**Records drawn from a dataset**
※

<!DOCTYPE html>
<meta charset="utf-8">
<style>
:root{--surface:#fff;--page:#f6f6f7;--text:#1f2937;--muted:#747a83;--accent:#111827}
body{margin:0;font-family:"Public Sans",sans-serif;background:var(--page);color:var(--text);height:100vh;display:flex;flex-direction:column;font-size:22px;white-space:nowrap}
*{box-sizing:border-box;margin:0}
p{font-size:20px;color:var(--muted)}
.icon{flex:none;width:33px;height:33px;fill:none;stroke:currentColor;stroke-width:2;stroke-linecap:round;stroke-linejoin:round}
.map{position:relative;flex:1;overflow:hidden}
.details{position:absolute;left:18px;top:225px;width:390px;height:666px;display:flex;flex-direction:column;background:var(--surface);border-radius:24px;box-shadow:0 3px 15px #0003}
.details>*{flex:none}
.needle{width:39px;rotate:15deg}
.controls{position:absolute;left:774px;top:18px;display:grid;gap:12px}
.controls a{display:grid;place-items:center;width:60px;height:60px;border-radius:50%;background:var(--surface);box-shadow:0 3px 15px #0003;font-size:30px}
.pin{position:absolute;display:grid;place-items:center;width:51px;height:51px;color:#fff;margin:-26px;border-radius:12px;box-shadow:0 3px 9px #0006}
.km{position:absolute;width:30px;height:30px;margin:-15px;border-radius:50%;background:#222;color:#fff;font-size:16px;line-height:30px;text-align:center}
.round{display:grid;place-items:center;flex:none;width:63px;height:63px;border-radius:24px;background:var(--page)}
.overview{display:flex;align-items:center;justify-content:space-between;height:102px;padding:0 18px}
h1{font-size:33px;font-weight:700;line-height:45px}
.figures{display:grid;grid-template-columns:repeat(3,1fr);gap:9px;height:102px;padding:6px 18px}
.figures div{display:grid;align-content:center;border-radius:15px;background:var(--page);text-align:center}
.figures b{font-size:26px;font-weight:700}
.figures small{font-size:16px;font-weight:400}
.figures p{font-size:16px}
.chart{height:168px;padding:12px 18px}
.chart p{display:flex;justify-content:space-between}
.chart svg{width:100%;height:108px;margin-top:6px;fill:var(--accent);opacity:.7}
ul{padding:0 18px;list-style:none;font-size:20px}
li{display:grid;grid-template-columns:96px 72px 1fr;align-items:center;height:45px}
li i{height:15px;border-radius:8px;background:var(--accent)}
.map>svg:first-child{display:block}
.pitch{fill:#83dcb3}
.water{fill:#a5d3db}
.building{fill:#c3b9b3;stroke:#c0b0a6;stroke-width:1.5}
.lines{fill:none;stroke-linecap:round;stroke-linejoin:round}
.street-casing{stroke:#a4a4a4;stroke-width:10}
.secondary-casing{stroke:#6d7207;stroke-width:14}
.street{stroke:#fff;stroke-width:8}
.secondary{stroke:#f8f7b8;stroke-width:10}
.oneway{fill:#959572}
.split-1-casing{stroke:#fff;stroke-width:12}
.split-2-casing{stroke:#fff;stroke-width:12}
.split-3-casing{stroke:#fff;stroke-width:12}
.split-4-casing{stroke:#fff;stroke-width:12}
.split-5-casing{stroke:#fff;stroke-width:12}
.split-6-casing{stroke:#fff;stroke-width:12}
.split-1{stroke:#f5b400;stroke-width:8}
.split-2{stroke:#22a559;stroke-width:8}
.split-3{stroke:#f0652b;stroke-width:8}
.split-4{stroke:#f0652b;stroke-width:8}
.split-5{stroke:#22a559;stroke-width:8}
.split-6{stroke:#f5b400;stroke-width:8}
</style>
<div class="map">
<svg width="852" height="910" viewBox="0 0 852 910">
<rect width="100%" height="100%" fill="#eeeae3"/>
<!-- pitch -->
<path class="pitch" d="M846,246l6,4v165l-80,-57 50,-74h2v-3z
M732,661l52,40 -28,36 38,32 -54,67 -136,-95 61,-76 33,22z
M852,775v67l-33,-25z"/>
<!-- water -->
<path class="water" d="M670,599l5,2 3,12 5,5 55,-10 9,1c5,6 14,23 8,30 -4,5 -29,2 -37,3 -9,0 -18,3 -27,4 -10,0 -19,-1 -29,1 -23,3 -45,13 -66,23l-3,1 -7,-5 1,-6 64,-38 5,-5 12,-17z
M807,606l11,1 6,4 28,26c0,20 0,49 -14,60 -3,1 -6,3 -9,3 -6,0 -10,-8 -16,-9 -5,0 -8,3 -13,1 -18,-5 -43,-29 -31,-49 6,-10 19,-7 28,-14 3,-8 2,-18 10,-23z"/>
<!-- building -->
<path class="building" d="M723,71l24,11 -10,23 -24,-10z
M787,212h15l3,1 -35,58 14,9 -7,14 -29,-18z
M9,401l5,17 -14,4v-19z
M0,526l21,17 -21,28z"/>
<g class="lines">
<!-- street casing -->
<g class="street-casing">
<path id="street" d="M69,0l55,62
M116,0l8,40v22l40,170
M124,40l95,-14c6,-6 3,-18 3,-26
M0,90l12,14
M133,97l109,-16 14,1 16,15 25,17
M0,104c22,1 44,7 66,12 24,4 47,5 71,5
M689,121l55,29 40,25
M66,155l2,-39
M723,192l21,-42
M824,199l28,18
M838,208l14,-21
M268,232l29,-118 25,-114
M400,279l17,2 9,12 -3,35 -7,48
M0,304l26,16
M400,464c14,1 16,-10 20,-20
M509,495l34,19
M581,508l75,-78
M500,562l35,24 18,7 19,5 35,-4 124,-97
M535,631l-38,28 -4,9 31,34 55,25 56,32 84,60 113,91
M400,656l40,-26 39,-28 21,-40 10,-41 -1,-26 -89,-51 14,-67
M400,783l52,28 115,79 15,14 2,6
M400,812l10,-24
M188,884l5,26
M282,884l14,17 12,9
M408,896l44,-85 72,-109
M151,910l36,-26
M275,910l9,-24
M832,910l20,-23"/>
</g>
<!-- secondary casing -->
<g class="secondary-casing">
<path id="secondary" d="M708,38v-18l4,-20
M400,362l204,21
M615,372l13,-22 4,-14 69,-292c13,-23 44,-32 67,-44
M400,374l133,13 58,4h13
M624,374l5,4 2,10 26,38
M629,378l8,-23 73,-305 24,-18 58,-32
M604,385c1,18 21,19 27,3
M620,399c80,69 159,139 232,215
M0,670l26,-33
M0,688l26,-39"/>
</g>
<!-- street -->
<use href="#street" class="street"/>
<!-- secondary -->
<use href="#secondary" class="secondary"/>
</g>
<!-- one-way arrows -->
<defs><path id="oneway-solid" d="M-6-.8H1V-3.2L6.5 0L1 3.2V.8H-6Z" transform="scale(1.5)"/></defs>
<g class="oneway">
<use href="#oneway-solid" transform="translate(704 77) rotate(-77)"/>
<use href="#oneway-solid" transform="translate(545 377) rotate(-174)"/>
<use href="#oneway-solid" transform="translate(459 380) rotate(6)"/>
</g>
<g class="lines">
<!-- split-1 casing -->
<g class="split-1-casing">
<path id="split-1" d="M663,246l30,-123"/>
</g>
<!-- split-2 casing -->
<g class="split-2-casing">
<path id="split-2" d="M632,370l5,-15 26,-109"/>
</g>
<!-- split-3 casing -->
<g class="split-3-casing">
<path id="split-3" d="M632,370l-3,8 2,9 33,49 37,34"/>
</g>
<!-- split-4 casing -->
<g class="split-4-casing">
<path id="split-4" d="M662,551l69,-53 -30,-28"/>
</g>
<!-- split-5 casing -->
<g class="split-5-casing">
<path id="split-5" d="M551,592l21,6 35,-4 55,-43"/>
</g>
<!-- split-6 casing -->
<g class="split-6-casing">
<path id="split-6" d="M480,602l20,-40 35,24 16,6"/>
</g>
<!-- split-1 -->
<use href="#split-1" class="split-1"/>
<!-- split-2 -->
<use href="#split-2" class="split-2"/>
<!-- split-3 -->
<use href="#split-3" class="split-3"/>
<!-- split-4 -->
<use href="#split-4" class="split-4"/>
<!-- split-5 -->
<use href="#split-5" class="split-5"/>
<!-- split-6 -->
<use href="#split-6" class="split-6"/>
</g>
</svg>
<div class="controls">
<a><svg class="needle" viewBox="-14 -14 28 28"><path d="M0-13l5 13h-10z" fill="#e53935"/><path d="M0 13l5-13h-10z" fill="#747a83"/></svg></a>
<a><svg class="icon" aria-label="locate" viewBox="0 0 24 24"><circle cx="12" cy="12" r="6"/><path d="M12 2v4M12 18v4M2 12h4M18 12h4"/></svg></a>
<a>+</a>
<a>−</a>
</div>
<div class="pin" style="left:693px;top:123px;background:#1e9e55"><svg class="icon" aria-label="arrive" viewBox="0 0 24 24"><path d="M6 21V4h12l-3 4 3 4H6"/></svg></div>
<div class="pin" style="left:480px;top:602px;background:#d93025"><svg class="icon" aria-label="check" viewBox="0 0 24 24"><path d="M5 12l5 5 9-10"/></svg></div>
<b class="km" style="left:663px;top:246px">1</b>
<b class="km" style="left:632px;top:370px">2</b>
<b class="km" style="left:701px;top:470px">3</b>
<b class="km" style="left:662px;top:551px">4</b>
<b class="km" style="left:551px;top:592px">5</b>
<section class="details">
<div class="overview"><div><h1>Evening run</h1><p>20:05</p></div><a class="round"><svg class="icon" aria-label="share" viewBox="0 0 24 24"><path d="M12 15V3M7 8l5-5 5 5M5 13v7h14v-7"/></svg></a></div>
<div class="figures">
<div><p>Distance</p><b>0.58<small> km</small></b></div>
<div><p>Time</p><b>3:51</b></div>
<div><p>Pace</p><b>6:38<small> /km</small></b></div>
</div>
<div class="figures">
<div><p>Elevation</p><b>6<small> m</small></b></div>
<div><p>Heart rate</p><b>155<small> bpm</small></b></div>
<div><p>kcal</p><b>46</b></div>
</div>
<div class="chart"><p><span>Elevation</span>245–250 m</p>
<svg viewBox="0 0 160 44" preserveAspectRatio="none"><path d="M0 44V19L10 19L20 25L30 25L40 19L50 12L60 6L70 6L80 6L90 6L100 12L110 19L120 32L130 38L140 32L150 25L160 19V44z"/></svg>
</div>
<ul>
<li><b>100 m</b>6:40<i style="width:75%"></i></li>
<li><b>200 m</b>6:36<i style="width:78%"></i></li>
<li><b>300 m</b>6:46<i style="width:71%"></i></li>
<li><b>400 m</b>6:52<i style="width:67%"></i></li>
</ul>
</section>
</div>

※

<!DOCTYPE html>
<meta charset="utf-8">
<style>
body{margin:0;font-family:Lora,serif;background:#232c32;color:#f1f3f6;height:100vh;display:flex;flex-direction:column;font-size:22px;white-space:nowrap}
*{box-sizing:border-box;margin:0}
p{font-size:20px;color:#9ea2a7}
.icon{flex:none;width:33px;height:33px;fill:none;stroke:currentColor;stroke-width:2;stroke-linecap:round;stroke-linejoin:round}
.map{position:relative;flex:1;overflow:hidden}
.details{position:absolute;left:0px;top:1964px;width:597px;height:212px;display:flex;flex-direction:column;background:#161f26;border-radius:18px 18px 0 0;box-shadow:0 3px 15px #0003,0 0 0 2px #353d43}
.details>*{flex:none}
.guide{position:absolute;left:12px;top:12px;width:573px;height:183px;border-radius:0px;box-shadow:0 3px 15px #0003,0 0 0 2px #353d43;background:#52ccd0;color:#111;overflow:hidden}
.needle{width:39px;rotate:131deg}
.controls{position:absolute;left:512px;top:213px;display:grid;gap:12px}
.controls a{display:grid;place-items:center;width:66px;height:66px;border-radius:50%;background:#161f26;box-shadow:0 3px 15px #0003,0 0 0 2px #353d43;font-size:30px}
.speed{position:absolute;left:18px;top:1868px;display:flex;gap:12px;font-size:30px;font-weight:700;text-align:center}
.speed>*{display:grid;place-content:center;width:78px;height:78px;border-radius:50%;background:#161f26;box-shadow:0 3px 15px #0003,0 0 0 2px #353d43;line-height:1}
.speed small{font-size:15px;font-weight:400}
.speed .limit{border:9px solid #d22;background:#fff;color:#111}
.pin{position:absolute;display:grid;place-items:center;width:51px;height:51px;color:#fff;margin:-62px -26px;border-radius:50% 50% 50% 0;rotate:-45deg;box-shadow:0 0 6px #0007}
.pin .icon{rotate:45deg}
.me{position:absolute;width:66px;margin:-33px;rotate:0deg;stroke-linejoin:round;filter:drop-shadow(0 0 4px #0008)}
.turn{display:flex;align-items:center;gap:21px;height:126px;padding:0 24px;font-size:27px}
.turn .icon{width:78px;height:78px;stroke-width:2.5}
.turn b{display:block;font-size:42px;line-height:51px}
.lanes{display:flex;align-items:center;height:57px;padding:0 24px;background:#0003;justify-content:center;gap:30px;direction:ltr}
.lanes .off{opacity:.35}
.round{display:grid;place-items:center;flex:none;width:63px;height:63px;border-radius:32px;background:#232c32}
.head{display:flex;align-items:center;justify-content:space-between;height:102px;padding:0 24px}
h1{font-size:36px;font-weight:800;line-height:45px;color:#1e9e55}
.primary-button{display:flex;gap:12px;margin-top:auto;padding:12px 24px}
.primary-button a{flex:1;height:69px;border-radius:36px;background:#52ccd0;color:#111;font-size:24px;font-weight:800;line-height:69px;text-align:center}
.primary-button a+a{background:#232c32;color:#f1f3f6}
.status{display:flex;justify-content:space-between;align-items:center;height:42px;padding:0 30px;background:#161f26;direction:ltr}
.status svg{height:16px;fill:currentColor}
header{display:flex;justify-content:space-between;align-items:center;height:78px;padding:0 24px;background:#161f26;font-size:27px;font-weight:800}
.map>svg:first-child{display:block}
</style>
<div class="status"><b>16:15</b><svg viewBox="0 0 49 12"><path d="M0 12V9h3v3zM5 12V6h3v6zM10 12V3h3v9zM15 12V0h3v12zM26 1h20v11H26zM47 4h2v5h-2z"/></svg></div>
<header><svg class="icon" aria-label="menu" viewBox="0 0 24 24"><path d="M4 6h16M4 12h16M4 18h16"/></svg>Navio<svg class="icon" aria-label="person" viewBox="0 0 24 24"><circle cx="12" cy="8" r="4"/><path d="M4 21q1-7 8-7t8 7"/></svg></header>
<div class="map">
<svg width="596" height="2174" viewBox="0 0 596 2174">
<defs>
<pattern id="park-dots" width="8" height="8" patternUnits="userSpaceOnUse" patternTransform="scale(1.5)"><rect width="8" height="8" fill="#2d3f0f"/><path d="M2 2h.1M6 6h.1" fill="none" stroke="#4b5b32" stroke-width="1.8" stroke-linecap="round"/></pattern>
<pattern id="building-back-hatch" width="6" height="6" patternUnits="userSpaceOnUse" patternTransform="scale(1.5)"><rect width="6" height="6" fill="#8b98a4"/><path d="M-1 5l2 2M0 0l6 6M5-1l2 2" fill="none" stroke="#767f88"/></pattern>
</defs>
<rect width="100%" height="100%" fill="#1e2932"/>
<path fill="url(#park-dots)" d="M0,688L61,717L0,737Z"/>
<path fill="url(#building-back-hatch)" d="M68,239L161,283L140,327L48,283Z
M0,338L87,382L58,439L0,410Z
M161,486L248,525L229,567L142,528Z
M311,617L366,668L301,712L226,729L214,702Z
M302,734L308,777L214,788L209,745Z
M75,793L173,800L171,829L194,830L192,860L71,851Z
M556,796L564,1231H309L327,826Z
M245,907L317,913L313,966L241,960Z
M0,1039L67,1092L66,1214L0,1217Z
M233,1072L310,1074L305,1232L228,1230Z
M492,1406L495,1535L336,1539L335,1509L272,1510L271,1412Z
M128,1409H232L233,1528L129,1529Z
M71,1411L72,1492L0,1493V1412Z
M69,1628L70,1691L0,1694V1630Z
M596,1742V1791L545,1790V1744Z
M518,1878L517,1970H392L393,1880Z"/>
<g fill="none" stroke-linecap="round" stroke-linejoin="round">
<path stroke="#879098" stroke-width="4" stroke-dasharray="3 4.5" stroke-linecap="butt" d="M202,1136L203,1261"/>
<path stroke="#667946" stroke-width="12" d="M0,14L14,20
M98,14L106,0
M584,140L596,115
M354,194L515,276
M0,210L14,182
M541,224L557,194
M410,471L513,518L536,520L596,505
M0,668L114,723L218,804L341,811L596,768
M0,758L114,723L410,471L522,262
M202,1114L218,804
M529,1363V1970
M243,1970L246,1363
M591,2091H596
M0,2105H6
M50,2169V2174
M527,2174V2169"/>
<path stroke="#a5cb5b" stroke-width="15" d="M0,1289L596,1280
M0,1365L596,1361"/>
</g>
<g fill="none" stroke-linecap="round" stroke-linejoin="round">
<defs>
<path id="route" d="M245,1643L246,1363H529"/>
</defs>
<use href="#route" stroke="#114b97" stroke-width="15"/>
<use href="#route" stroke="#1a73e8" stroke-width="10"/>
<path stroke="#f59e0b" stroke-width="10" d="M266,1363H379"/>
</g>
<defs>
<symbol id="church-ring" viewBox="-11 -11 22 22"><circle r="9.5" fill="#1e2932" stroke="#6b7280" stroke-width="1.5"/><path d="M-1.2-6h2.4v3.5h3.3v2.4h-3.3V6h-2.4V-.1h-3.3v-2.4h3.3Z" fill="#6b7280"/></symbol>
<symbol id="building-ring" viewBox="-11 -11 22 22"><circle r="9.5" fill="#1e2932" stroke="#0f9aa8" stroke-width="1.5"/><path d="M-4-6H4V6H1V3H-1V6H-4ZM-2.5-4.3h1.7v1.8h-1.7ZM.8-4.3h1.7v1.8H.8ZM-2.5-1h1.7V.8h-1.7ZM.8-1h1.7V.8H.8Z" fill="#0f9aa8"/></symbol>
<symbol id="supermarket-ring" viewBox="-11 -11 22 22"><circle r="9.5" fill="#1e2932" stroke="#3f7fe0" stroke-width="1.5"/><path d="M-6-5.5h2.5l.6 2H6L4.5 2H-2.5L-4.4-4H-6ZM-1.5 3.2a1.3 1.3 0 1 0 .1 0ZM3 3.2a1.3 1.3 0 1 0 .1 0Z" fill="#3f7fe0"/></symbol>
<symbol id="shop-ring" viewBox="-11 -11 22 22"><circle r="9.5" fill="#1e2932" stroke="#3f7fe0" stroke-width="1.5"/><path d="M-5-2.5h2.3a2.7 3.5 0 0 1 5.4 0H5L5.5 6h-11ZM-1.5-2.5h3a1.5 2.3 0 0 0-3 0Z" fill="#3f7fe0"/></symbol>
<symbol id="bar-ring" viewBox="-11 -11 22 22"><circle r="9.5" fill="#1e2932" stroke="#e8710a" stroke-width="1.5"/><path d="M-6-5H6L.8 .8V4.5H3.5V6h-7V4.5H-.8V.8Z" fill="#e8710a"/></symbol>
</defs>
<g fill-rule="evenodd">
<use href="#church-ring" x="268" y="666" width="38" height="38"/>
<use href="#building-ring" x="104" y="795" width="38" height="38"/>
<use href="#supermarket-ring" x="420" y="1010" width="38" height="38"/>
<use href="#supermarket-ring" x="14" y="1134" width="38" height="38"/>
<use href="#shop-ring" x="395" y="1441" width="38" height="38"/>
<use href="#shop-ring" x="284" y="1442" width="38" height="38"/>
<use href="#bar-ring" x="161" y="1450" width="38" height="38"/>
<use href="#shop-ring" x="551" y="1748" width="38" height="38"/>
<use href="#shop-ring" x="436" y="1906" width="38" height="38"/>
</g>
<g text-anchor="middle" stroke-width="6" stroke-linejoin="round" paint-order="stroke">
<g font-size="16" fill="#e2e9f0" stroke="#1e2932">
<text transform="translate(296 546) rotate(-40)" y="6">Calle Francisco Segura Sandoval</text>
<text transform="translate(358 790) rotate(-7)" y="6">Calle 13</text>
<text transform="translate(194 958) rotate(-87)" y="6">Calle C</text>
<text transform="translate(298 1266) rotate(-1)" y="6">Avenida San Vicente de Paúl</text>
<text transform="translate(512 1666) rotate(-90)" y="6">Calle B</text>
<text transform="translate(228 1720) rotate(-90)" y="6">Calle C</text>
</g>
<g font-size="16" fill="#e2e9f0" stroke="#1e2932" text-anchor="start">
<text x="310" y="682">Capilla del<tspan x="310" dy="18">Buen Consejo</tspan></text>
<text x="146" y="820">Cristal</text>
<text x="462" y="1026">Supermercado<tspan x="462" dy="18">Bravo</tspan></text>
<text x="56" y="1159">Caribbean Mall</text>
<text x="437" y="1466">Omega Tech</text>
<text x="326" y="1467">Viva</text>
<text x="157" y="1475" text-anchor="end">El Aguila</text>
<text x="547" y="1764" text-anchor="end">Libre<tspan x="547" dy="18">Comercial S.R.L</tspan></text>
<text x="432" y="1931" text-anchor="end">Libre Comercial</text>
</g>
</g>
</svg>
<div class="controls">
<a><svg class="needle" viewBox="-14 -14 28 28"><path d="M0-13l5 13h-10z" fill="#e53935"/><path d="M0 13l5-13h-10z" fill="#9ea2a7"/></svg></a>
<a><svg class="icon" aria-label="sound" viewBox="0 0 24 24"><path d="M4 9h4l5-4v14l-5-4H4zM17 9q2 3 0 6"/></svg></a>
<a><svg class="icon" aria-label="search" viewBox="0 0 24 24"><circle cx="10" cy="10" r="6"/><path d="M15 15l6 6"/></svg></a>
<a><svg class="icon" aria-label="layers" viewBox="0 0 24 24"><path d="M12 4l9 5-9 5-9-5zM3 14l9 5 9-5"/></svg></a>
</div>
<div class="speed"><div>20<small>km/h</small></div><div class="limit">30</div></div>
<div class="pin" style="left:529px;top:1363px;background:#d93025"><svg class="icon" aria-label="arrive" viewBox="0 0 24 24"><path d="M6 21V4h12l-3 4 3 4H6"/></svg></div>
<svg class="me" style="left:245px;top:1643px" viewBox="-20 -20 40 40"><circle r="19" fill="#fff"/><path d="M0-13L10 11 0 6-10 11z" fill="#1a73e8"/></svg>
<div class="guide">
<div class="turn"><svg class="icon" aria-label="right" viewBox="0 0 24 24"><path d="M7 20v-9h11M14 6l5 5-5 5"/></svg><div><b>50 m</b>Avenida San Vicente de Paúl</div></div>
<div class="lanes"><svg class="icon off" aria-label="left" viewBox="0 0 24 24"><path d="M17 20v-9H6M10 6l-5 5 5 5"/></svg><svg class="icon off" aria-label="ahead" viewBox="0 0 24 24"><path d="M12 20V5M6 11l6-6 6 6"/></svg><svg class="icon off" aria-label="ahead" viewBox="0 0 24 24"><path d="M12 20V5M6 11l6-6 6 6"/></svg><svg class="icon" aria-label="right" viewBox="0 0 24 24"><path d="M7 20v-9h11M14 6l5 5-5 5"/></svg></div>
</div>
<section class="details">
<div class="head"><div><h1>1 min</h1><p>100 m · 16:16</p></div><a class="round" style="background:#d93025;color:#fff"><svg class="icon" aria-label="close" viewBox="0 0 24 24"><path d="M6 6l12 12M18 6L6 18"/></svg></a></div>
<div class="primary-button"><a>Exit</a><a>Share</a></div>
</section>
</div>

※

**Task description**
Where a line of the data contains "tspan", copy that line.

**Reply to the exercise**
<text x="310" y="682">Capilla del<tspan x="310" dy="18">Buen Consejo</tspan></text>
<text x="462" y="1026">Supermercado<tspan x="462" dy="18">Bravo</tspan></text>
<text x="547" y="1764" text-anchor="end">Libre<tspan x="547" dy="18">Comercial S.R.L</tspan></text>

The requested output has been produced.